PROBLEM DESCRIPTION> Setting pictures aside, output exactly the lines from the start of the records to the line with "position:relative; width:741px; height:2523px;", that line included.

[Stored data entries]
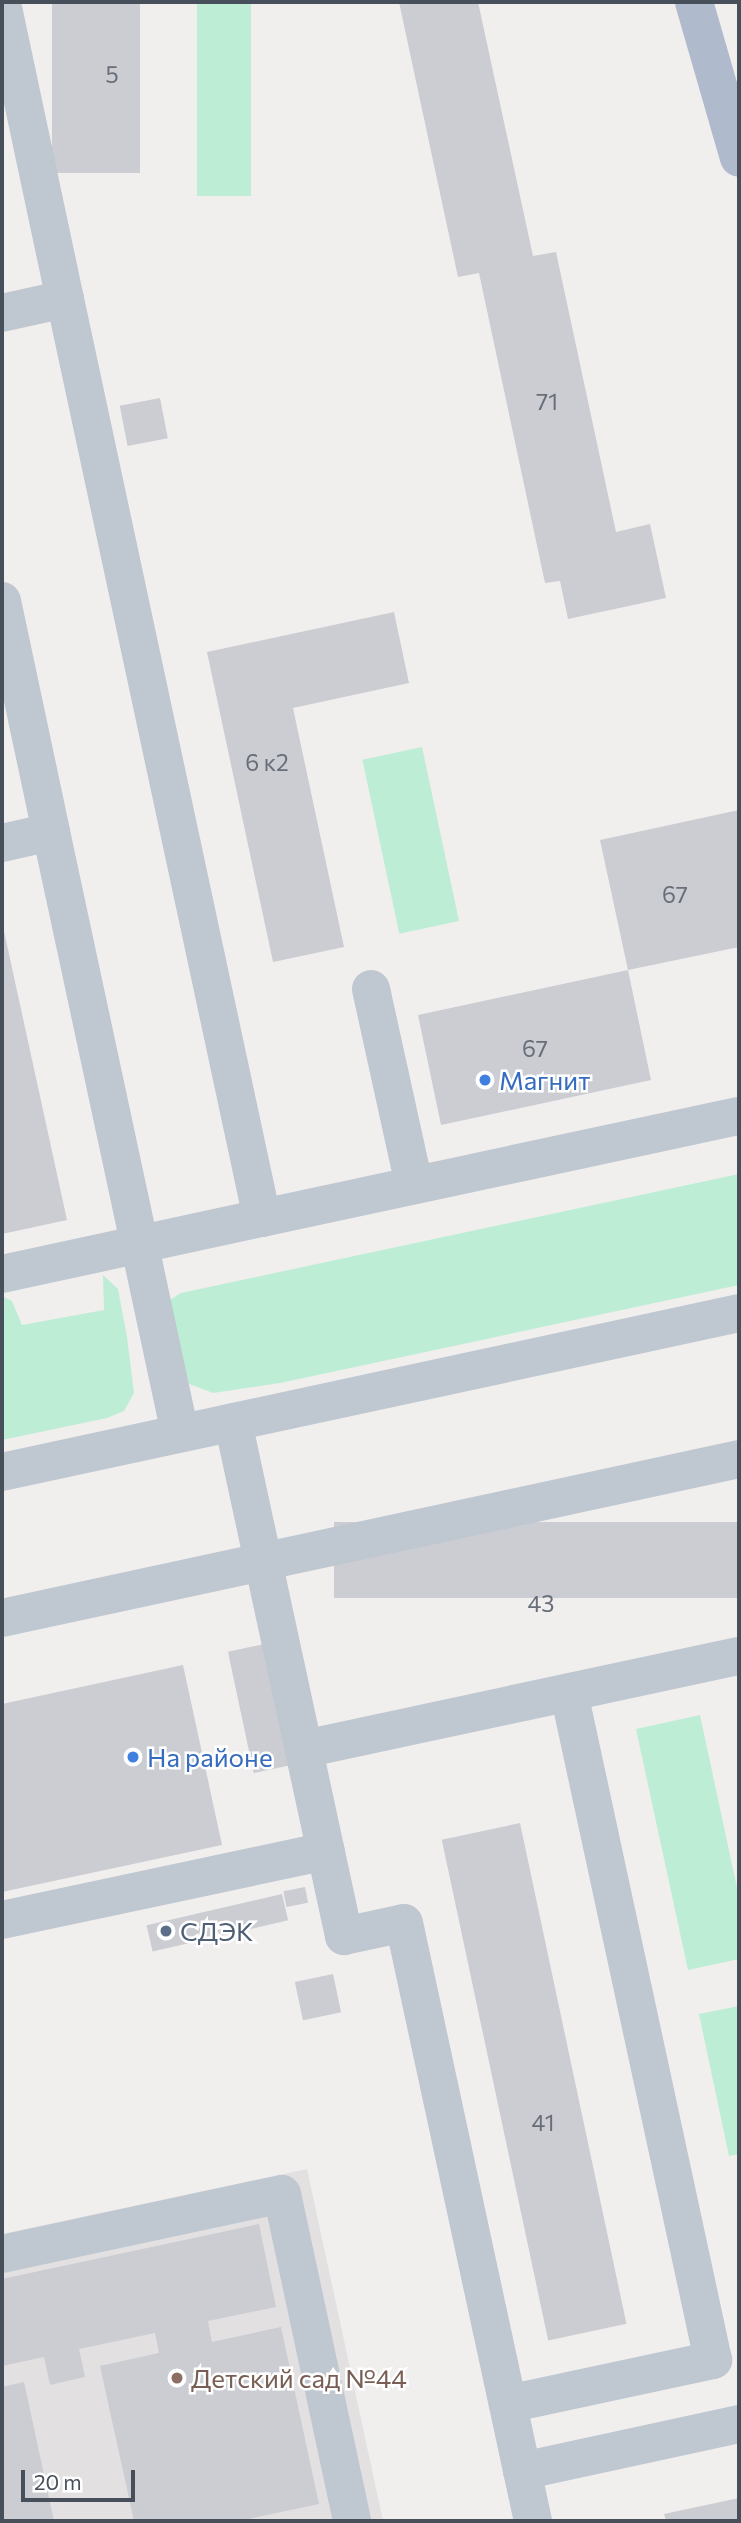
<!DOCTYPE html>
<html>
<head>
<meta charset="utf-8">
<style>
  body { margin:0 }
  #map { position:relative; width:741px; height:2523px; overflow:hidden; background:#f1eeee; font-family:Commissioner,sans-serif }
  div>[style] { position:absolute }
  .education>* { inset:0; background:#e2e0e0 }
  .green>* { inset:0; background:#bdeed5; transform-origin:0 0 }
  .building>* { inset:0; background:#cbcdd3; transform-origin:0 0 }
  .minor>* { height:38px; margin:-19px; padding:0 19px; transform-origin:19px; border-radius:19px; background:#bfc7d0 }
  .major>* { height:38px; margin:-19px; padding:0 19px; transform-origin:19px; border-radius:19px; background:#afbacd }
  .dots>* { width:19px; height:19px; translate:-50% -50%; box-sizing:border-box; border:4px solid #fff; border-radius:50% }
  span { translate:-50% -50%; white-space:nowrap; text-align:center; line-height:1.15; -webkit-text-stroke:5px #fff; paint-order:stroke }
  .number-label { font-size:23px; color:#686e79 }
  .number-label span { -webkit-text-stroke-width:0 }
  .shop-label { font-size:26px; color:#366cbe }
  .left { translate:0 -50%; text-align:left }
  .service-label { font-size:26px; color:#4e5e75 }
  .education-label { font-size:26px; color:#785e54 }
  .frame { position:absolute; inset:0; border:4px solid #474f5b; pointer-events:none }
  .scale { position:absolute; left:21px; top:2470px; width:114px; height:32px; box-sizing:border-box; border:4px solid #474f5b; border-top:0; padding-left:9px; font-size:21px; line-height:24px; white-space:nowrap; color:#474f5b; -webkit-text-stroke:5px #fff; paint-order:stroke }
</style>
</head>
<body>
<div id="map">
  <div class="education">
    <i style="clip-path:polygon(307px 2169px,383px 2521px,2px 2521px,2px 2234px)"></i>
  </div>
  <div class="green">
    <i style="left:197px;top:2px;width:54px;height:194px"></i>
    <i style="left:422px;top:747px;width:178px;height:61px;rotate:78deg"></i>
    <i style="clip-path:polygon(739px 1174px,739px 1285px,280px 1383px,213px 1393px,189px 1384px,168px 1301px,181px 1293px)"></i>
    <i style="clip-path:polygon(103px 1275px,118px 1289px,127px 1337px,134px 1393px,124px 1411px,107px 1418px,2px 1440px,2px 1296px,12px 1301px,22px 1325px,104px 1310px)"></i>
    <i style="clip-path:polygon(700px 1715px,739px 1897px,739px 1959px,688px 1970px,636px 1729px)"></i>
    <i style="clip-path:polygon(739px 2006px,739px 2154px,729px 2156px,699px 2014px)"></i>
  </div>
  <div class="building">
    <i style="left:52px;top:2px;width:88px;height:171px"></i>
    <i style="clip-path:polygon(399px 2px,478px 2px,533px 256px,556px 252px,616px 532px,650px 524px,666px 598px,568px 619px,560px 581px,545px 583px,479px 273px,458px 277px)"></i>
    <i style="left:160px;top:398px;width:41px;height:41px;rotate:79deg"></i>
    <i style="clip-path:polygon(394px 612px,409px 683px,293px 708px,344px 947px,273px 962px,207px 652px)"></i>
    <i style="clip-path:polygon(739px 810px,739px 947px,628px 970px,651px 1080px,441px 1125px,418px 1015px,628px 970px,600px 840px)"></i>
    <i style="clip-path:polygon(2px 922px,67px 1220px,2px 1234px)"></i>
    <i style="left:739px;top:1522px;width:76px;height:405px;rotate:90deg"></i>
    <i style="left:269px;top:1643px;width:124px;height:42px;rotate:78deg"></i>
    <i style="clip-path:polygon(183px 1665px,222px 1845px,2px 1892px,2px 1704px)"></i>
    <i style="left:520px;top:1823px;width:512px;height:80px;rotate:78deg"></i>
    <i style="left:305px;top:1887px;width:16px;height:22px;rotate:79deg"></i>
    <i style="left:282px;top:1894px;width:27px;height:139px;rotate:77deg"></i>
    <i style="left:333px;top:1974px;width:39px;height:39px;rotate:78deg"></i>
    <i style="clip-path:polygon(259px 2224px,276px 2307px,208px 2321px,212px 2342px,281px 2327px,319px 2504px,239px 2521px,134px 2521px,100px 2366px,159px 2353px,155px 2333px,79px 2349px,85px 2377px,50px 2385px,44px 2357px,2px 2366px,2px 2279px)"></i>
    <i style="clip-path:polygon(24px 2382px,54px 2521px,2px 2521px,2px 2387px)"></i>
    <i style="clip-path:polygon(739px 2498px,739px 2521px,666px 2521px,664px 2514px)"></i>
  </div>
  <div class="minor">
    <i style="left:2px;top:3px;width:303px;rotate:78deg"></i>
    <i style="left:65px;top:299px;width:65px;rotate:167.5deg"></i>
    <i style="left:2px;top:601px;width:236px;rotate:78deg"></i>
    <i style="left:2px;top:843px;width:50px;rotate:-12.7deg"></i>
    <i style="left:51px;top:832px;width:615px;rotate:77.89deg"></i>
    <i style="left:371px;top:989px;width:201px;rotate:77.6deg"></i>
    <i style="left:262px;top:1218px;width:488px;rotate:-12.1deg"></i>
    <i style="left:2px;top:1274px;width:266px;rotate:-12.2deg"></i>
    <i style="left:262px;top:1218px;width:940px;rotate:-102.1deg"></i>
    <i style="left:233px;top:1422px;width:526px;rotate:77.81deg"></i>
    <i style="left:344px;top:1936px;width:61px;rotate:-12.2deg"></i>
    <i style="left:404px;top:1923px;width:612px;rotate:77.83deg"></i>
    <i style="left:2px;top:1472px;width:754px;rotate:-12.17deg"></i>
    <i style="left:2px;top:1618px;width:754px;rotate:-12.17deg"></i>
    <i style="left:304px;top:1749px;width:445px;rotate:-12.1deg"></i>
    <i style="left:2px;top:1920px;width:331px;rotate:-12deg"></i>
    <i style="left:2px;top:2254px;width:286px;rotate:-12.1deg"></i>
    <i style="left:282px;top:2194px;width:334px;rotate:77.9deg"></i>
    <i style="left:508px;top:2404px;width:210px;rotate:-12.1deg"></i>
    <i style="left:713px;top:2360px;width:682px;rotate:-102.18deg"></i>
    <i style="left:522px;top:2471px;width:222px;rotate:-12.2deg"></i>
  </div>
  <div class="major">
    <i style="left:694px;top:2px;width:162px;rotate:73.9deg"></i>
  </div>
  <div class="dots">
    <i style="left:485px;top:1080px;background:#3f7fe0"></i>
    <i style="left:133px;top:1757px;background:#3f7fe0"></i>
    <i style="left:166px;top:1931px;background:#5c6f8a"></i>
    <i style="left:177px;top:2378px;background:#8d6e63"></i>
  </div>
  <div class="number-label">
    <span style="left:112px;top:74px">5</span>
    <span style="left:547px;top:401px">71</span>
    <span style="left:267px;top:762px">6 к2</span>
    <span style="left:675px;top:894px">67</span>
    <span style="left:535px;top:1048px">67</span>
    <span style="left:541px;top:1603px">43</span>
    <span style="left:543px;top:2122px">41</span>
  </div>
  <div class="shop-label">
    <span class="left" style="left:499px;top:1080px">Магнит</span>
    <span class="left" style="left:147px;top:1757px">На районе</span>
  </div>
  <div class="service-label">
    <span class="left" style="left:180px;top:1931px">СДЭК</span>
  </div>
  <div class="education-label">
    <span class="left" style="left:191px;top:2378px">Детский сад №44</span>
  </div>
  <div class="frame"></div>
  <div class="scale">20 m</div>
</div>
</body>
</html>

WRITTEN ANSWER>
<!DOCTYPE html>
<html>
<head>
<meta charset="utf-8">
<style>
  body { margin:0 }
  #map { position:relative; width:741px; height:2523px; overflow:hidden; background:#f1eeee; font-family:Commissioner,sans-serif }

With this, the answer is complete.